Todo relevo generacional es por definición rupturista. Sin voluntad rupturista las energías emergentes jamás serían capaces de romper la espesa capa autoprotectora que forman las fuerzas dominantes. Bienvenido, por tanto, ese espíritu rupturista como potencia transformadora, la misma que tuvieron en su momento las generaciones anteriores. Todos los políticos mencionados en el primer párrafo hicieron de distinto modo esfuerzos por marcar distancias con otros líderes a los que sucedían o sustituían, quizá con excepción de Iglesias quien, aunque crítico con la Transición, abrazó ideas muy anteriores, como el castrismo y estalinismo.  
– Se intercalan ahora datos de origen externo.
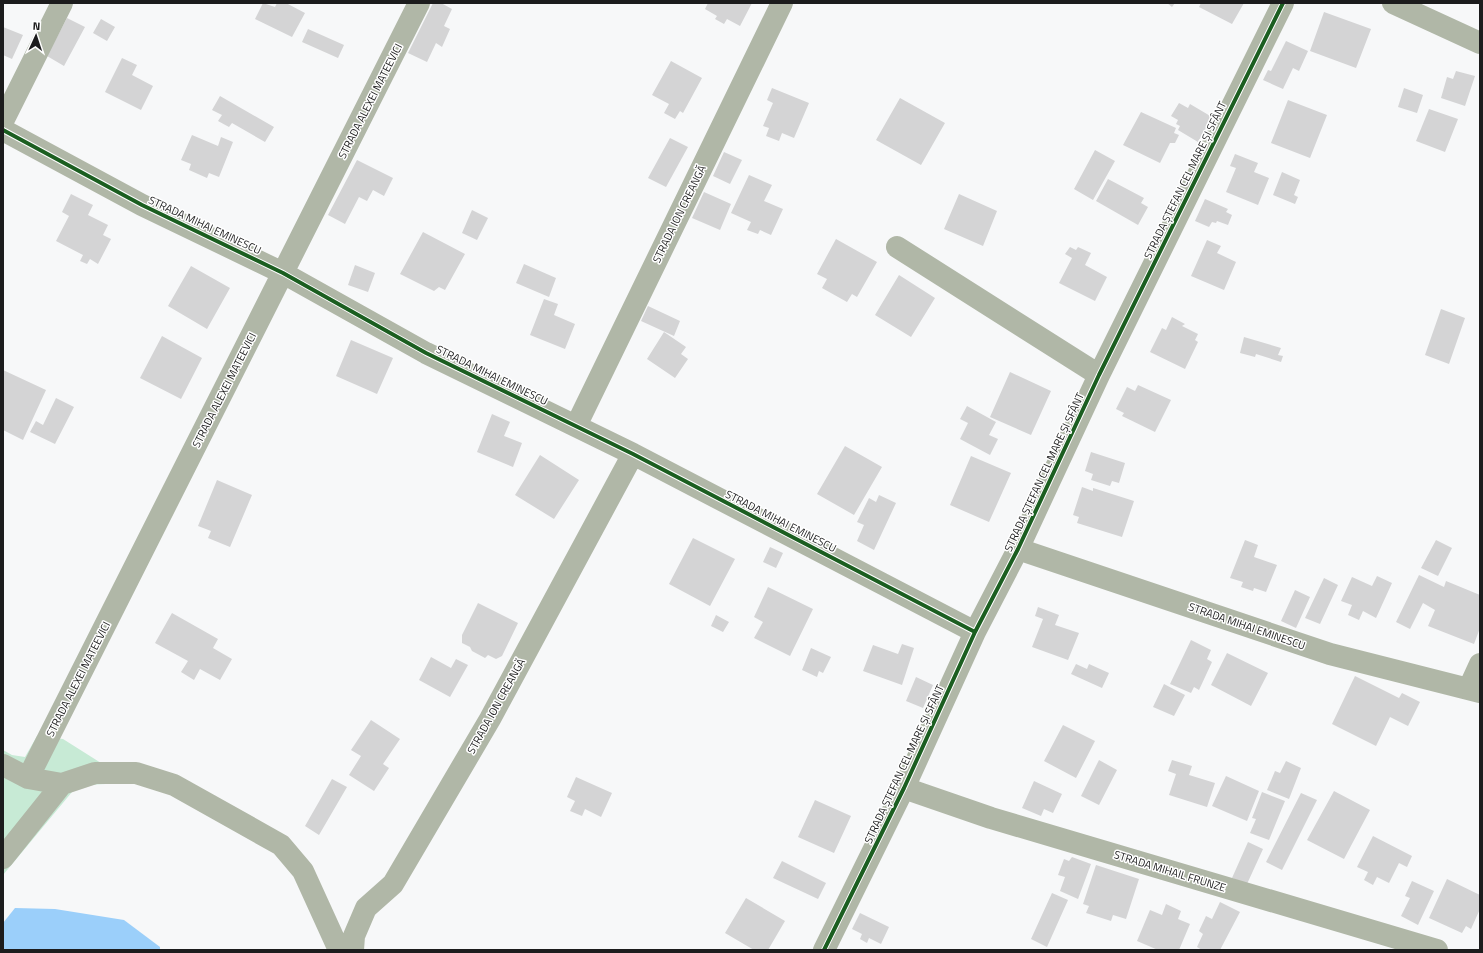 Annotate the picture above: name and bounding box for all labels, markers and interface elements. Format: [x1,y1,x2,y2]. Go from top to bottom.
north arrow [16,16,56,56]
text: N [32,18,41,34]
street label: STRADA ALEXEI MATEEVICI [334,41,406,161]
street label: STRADA ȘTEFAN CEL MARE ȘI SFÂNT [1140,98,1230,262]
street label: STRADA ION CREANGĂ [648,162,710,266]
street label: STRADA MIHAI EMINESCU [146,192,264,258]
street label: STRADA ALEXEI MATEEVICI [188,330,260,450]
street label: STRADA MIHAI EMINESCU [433,341,551,409]
street label: STRADA ȘTEFAN CEL MARE ȘI SFÂNT [1000,390,1088,554]
street label: STRADA MIHAI EMINESCU [723,486,839,556]
street label: STRADA MIHAI EMINESCU [1186,598,1308,654]
street label: STRADA ALEXEI MATEEVICI [42,619,114,739]
street label: STRADA ION CREANGĂ [463,655,529,757]
street label: STRADA ȘTEFAN CEL MARE ȘI SFÂNT [860,682,948,846]
street label: STRADA MIHAIL FRUNZE [1112,846,1228,896]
Y es ahí, en el terreno de las ideas y de las propuestas políticas, donde toda ruptura generacional tiene que acertar para que la transformación que se pretende sea en realidad un progreso. La negación personal de los dirigentes que precedieron o el cambio de vocabulario o de estilo no dejan de ser anecdóticos, después de todo. Hay cosas que ahora se hacen de otra manera simplemente porque los tiempos han cambiado. Nos puede parecer mejor o peor, pero no es eso lo más importante.
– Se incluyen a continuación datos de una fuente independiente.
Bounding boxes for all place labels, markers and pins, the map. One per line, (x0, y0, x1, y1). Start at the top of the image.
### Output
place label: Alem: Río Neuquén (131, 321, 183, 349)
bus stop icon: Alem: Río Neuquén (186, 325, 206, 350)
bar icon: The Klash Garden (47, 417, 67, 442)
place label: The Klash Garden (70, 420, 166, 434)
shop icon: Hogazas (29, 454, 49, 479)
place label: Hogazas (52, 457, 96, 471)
En lo que hay que fijarse para comprobar si vamos en la dirección adecuada es en las ideas y los proyectos que se ponen sobre la mesa ante problemas contemporáneos de solución muy compleja, como son, por ejemplo, los de la inmigración o la falta de expectativas de los más jóvenes, que se desenganchan del consenso social y democrático por pura frustración. Esos no son problemas que puedan ni deban resolver las generaciones anteriores; le corresponde hacerlo plenamente a la nueva clase dirigente.

En España, desgraciadamente, hemos dedicado demasiados recursos a conflictos domésticos de gran carga emocional pero escasa relevancia, y apenas ahora empiezan a tomarse en serio los grandes desafíos que nuestra sociedad tiene ya enfrente: la devaluación del empleo, la llegada continua de inmigrantes y las consecuencias que eso tiene en la vida de nuestras ciudades, la tendencia demográfica, el fin del Estado del bienestar.

«La fe en el género humano hace confiar en que, como ha ocurrido en otras ocasiones difíciles, se encontrará el camino a seguir»

La fe en el género humano hace confiar en que, como ha ocurrido en otras ocasiones difíciles, se encontrará el camino a seguir. Volviendo al conflicto generacional, si la generación de la Transición nos evitó una guerra civil y nos transportó hacia la modernidad, es de esperar que sus sucesoras cumplan también con sus obligaciones con la historia.

Para ello sería interesante que, aunque se busquen nuevos métodos e instrumentos, no se desdeñen los que se utilizaron en el pasado. En la historia de nuestra democracia hay lecciones que pueden ser útiles a las nuevas generaciones. No hay que olvidar que no siempre el avance equivale a progreso. Hay ocasiones en las que, al avanzar, se regresa al pasado. No digo que sea este el caso. Pero sí es bueno anotar que algunas de las recetas que se escuchan para atajar los problemas actuales -impulso de la identidad nacional, caudillismo, restricciones a la libertad de expresión, desprecio a las instituciones, recurrencia más frecuente al uso de la fuerza, devaluación de la moderación como posición política- ya se usaron en el pasado con dramáticas consecuencias.     

Los viejos no tienen culpa por vivir muchos años y consumir gran parte del gasto público. Es cierto que se ha producido un desequilibrio preocupante entre la media de las pensiones y la media de los salarios, pero eso no se debe a que las pensiones sean muy altas sino a que no se crean empleos de calidad que permitan ofrecer mejores sueldos. Tampoco los jóvenes tienen culpa de ser impulsivos y querer vivir una vida dichosa y acorde a sus propios valores. No hay víctimas ni verdugos en el conflicto sobre el futuro de nuestra sociedad. Los únicos culpables son quienes, en ambos lados del espectro político, azuzan esas lógicas diferencias generacionales como justificación de sus propósitos presuntamente revolucionarios, pero frecuentemente involucionistas, como, por otra parte, fueron todas las revoluciones anteriores, excepto la americana hasta que Donald Trump tomó la antorcha.